TEDAVİ İÇİN SIRA BEKLİYORLAR
Evleri, köyleri sular altında kalan binlerce Pakistanlı, gönüllüler tarafından tutulan evlerde bir arada yaşıyor. Bilal Colony Korongi bölesindeki iki odalı bir evde 12 kadın çocuklarını tedavi ettirmek için bekliyor. Kızının günlerdir yüksek ateş şikayeti olduğunu söyleyen İşha Gülistan, "Evimiz sular altında kaldı. Yanımıza sadece bir iki parça eşyamızı aldık. Çadırda yaşıyoruz. Kızım çok hastalandı. Onu buraya hastaneye getirdim. Benim gibi kalacak yeri olmayan ailelerle birlikte çocuklarımızı tedavi ettirmek için bekliyoruz" diyor.

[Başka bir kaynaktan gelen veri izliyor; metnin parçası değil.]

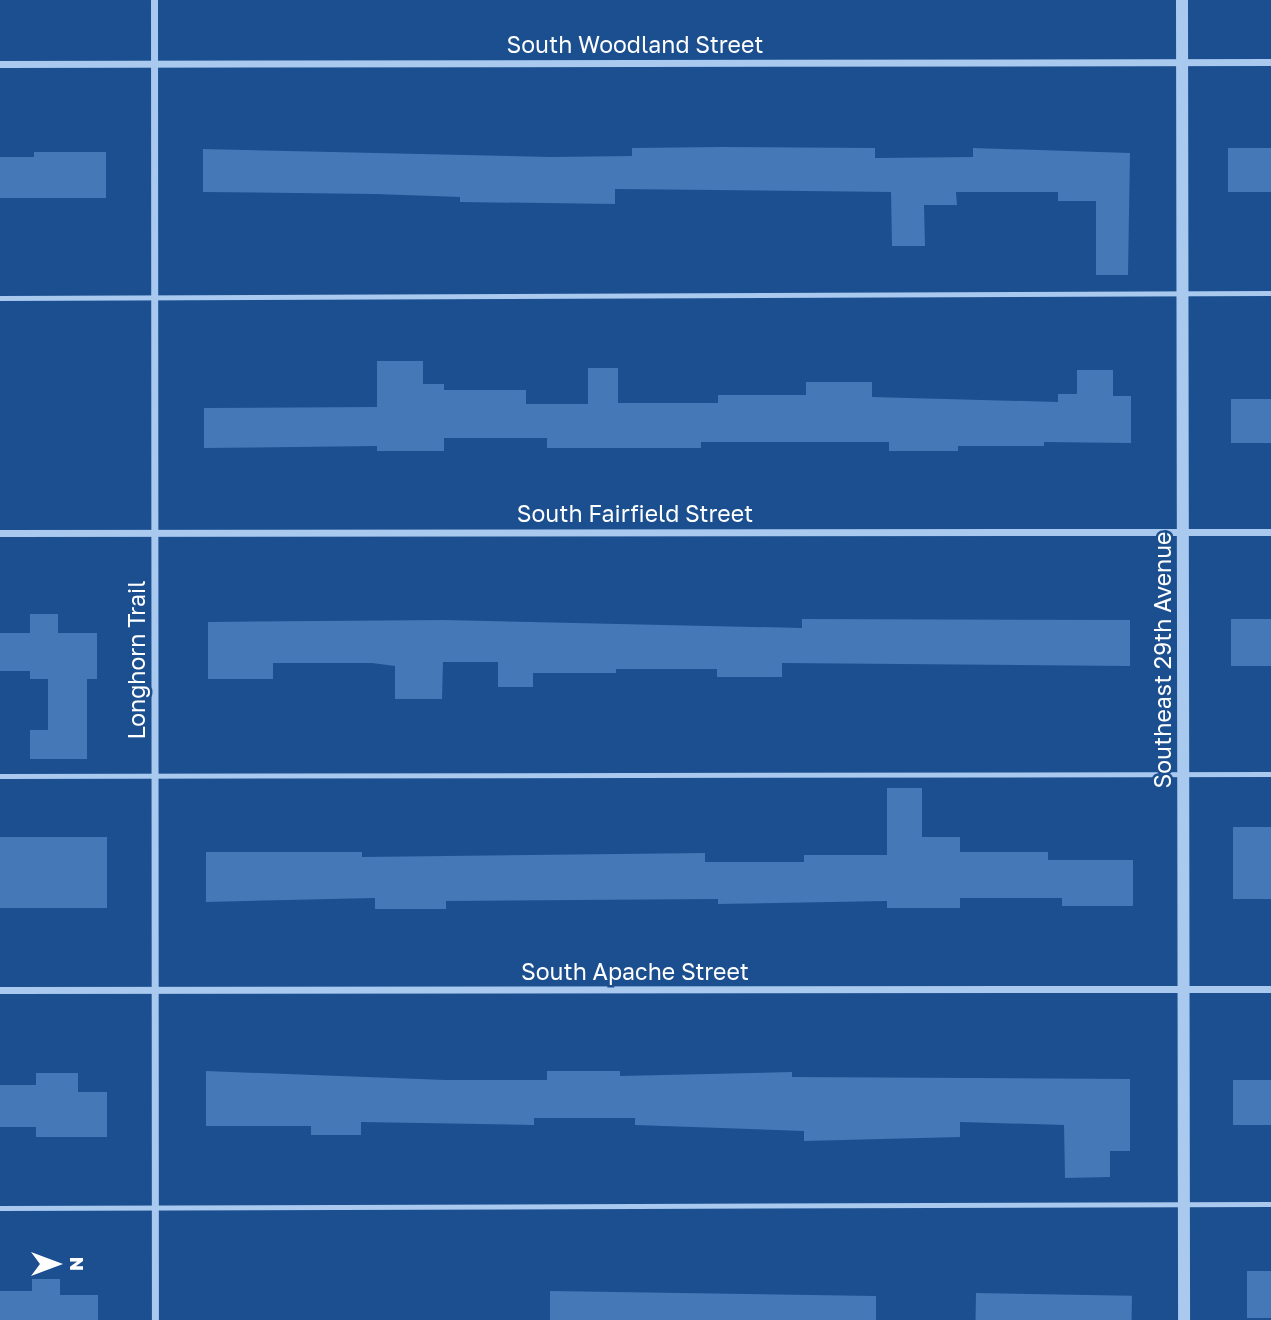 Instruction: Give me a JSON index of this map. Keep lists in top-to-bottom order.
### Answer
{
  "streets": {
    "street": [
      "South Woodland Street",
      "South Fairfield Street",
      "Longhorn Trail",
      "Southeast 29th Avenue",
      "South Apache Street"
    ]
  },
  "crossings": [
    ["South Woodland Street", "Longhorn Trail"],
    ["South Woodland Street", "Southeast 29th Avenue"],
    ["South Fairfield Street", "Longhorn Trail"],
    ["South Fairfield Street", "Southeast 29th Avenue"],
    ["Longhorn Trail", "South Apache Street"],
    ["Southeast 29th Avenue", "South Apache Street"]
  ],
  "north": "right"
} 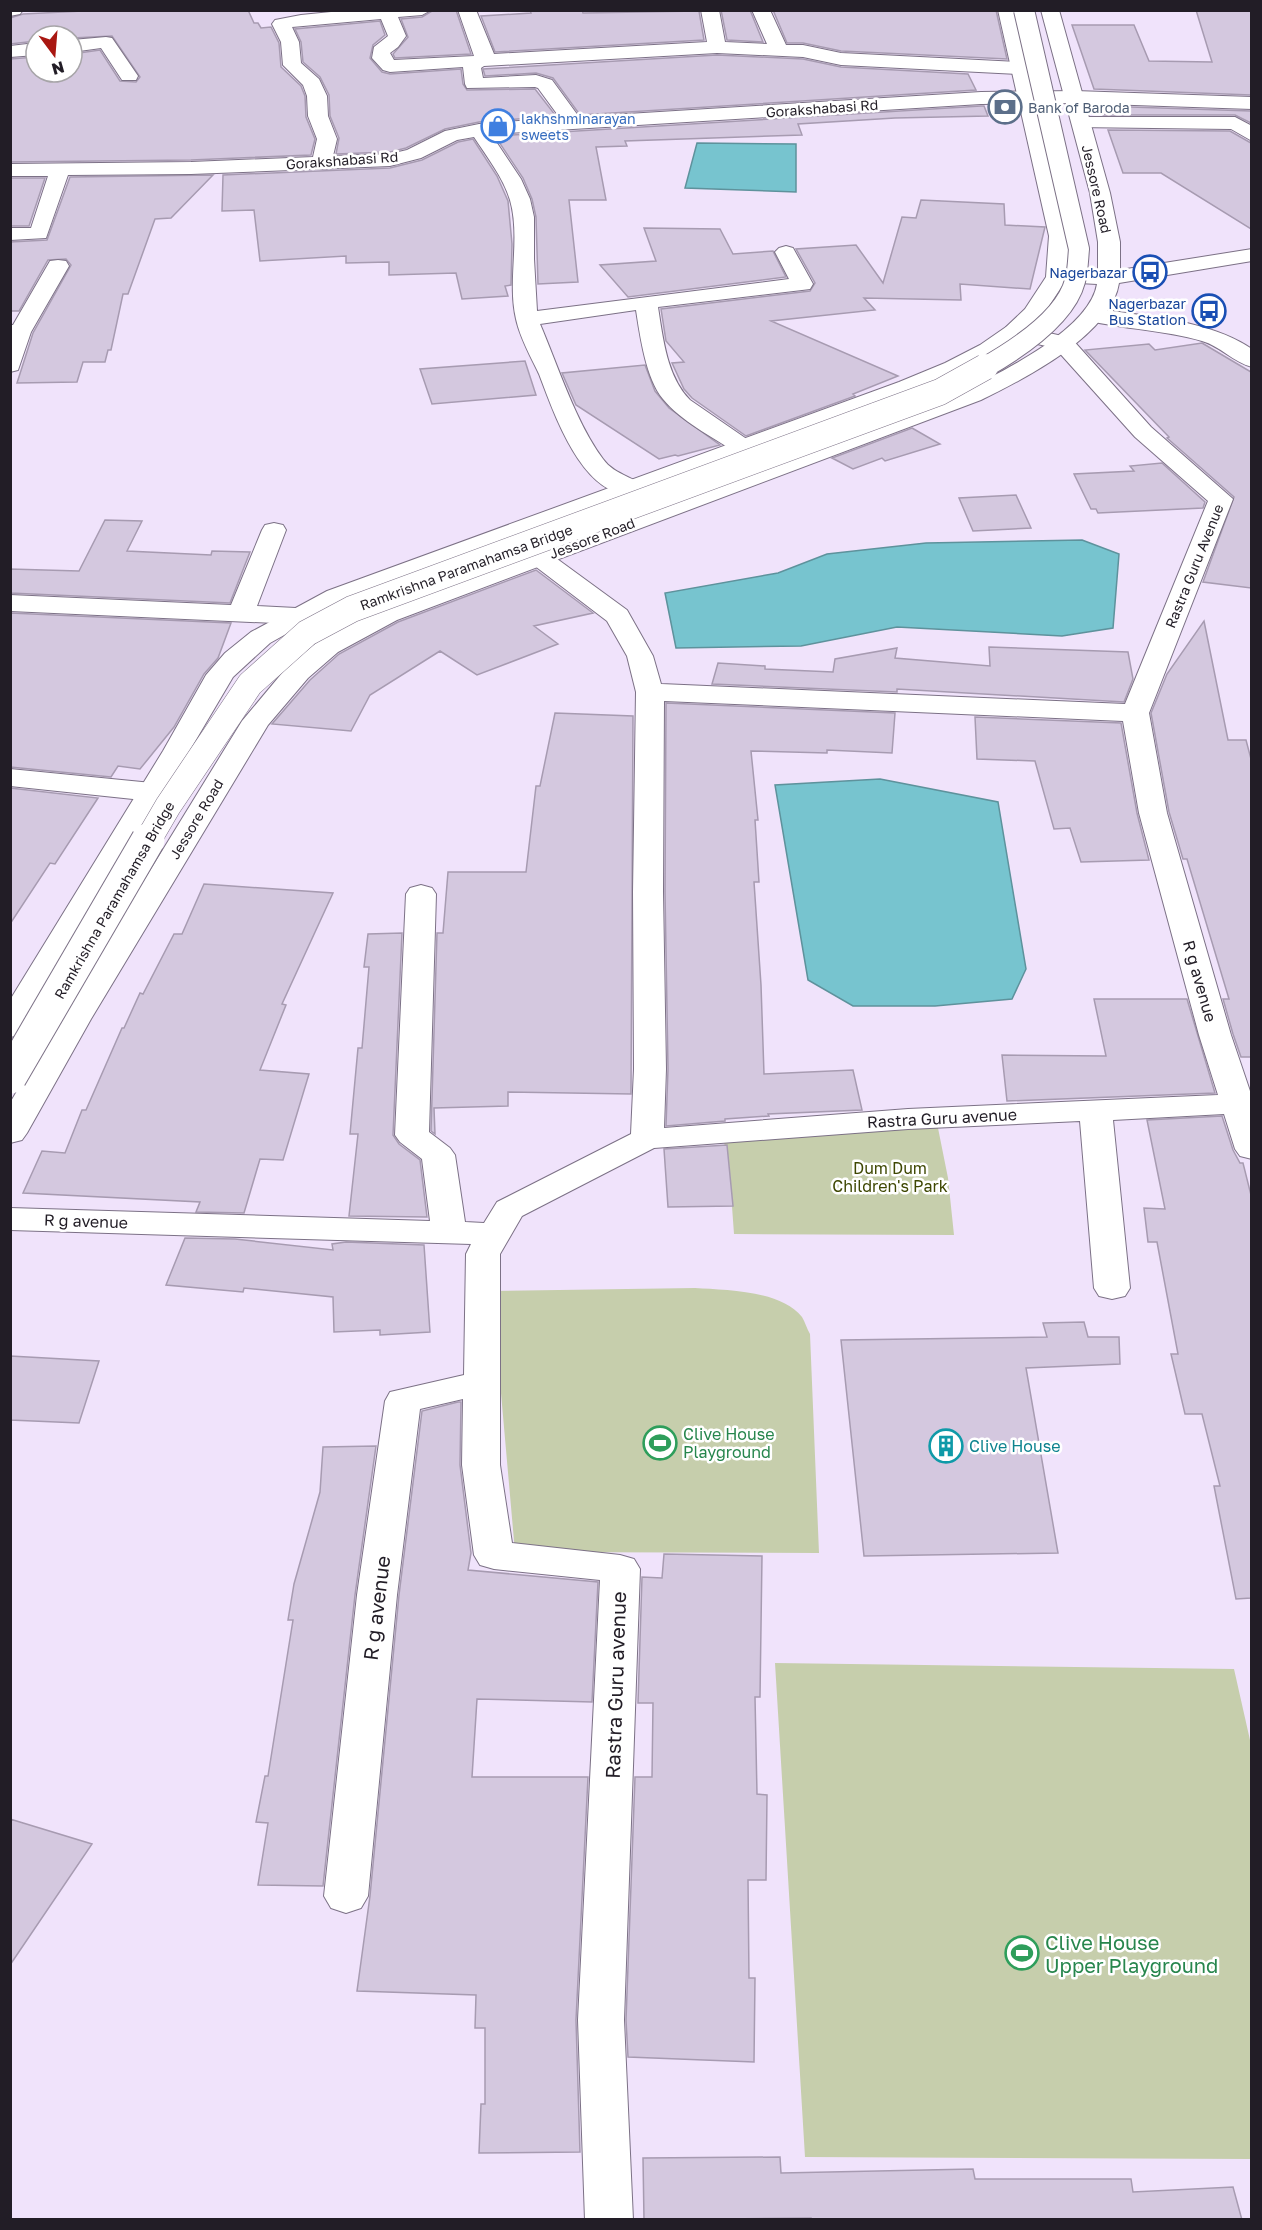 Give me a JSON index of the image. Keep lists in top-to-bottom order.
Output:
{
  "streets": {
    "street": [
      "Gorakshabasi Rd",
      "Jessore Road",
      "Rastra Guru Avenue",
      "Ramkrishna Paramahamsa Bridge",
      "R g avenue",
      "Rastra Guru avenue"
    ]
  },
  "crossings": [
    ["Gorakshabasi Rd", "Jessore Road"],
    ["Jessore Road", "Rastra Guru Avenue"],
    ["Rastra Guru Avenue", "R g avenue"],
    ["R g avenue", "Rastra Guru avenue"]
  ],
  "parks": ["Dum Dum Children's Park"],
  "places": {
    "bank": ["Bank of Baroda"],
    "shop": ["lakhshminarayan sweets"],
    "bus stop": ["Nagerbazar", "Nagerbazar Bus Station"],
    "sports": ["Clive House Playground", "Clive House Upper Playground"],
    "building": ["Clive House"]
  },
  "north": "bottom"
}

BEBEĞİMİ BİR AĞACIN DİBİNE GÖMDÜM!
13 aylık bebeğini selden sonra yaygınlaşan sıtma yüzünden kaybeden Muhammet Sumar, (ayakta olan) "Evimiz, köyümüz su altında kaldı. Hiçbir yere gidemiyoruz. Her yer su, bebeğimi sıtma yüzünden kaybettik. Burada bir ağacın altına gömmek zorunda kaldık. Yapacak hiçbir şeyimiz yok. Evimize dönmek için suların çekilmesini bekliyoruz" diyor.
BİR GECEDE EVSİZ KALDIK
Sel suları yüzünden bir gecede evsiz kaldıklarını söyleyen Merham Murid, "Üç aylık bebeğim var. Yapacak hiçbir şeyimizi yok. Kocam bütün gün İndüs nehrinden balık avlamaya çalışıyor. Balık çıkarsa yemek yiyoruz. Başka da yiyecek bir şeyimiz yok. Her şeyimiz sular altında kaldı. İçecek su bile bulamıyoruz" diyor.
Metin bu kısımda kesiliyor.